- _AIM OF THE TASK_
Return the data word for word. Pictures are to be omitted.

Collected data entries:
---

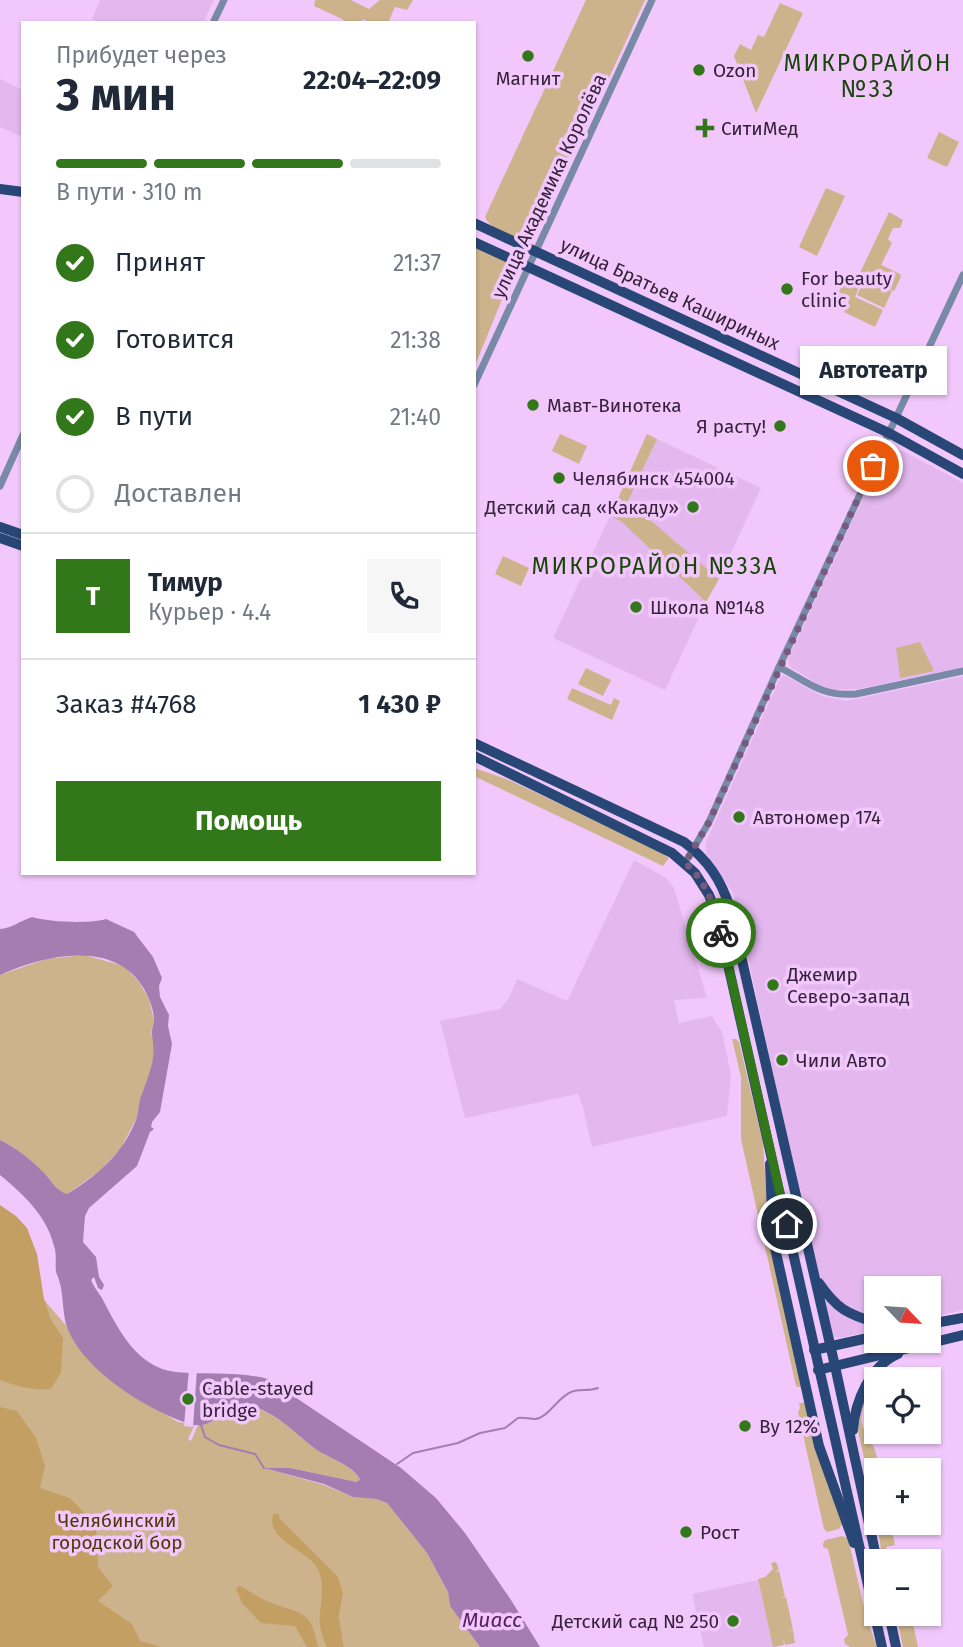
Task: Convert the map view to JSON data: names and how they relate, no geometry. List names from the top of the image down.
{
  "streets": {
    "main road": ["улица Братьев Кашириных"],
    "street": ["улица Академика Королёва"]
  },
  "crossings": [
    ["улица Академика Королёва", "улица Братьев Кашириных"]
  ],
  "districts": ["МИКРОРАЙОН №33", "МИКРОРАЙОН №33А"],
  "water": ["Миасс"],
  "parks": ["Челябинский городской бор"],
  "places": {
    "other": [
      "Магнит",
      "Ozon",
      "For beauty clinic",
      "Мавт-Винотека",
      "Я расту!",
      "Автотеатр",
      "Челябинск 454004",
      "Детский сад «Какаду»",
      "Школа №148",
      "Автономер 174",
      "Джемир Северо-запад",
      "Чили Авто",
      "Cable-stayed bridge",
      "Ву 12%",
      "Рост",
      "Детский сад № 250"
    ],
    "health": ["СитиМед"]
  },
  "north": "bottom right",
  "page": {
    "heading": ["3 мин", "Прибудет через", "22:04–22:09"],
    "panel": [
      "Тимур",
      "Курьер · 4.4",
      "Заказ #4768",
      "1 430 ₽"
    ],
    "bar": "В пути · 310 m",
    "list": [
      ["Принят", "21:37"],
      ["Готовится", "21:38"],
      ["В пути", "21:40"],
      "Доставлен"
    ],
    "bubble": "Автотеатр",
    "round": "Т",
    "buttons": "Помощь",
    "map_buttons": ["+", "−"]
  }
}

---

- _RESPONSE TO THE TASK_
Task: Convert the map view to JSON data: names and how they relate, no geometry. List names from the top of the image down.
{
  "streets": {
    "main road": ["улица Братьев Кашириных"],
    "street": ["улица Академика Королёва"]
  },
  "crossings": [
    ["улица Академика Королёва", "улица Братьев Кашириных"]
  ],
  "districts": ["МИКРОРАЙОН №33", "МИКРОРАЙОН №33А"],
  "water": ["Миасс"],
  "parks": ["Челябинский городской бор"],
  "places": {
    "other": [
      "Магнит",
      "Ozon",
      "For beauty clinic",
      "Мавт-Винотека",
      "Я расту!",
      "Автотеатр",
      "Челябинск 454004",
      "Детский сад «Какаду»",
      "Школа №148",
      "Автономер 174",
      "Джемир Северо-запад",
      "Чили Авто",
      "Cable-stayed bridge",
      "Ву 12%",
      "Рост",
      "Детский сад № 250"
    ],
    "health": ["СитиМед"]
  },
  "north": "bottom right",
  "page": {
    "heading": ["3 мин", "Прибудет через", "22:04–22:09"],
    "panel": [
      "Тимур",
      "Курьер · 4.4",
      "Заказ #4768",
      "1 430 ₽"
    ],
    "bar": "В пути · 310 m",
    "list": [
      ["Принят", "21:37"],
      ["Готовится", "21:38"],
      ["В пути", "21:40"],
      "Доставлен"
    ],
    "bubble": "Автотеатр",
    "round": "Т",
    "buttons": "Помощь",
    "map_buttons": ["+", "−"]
  }
}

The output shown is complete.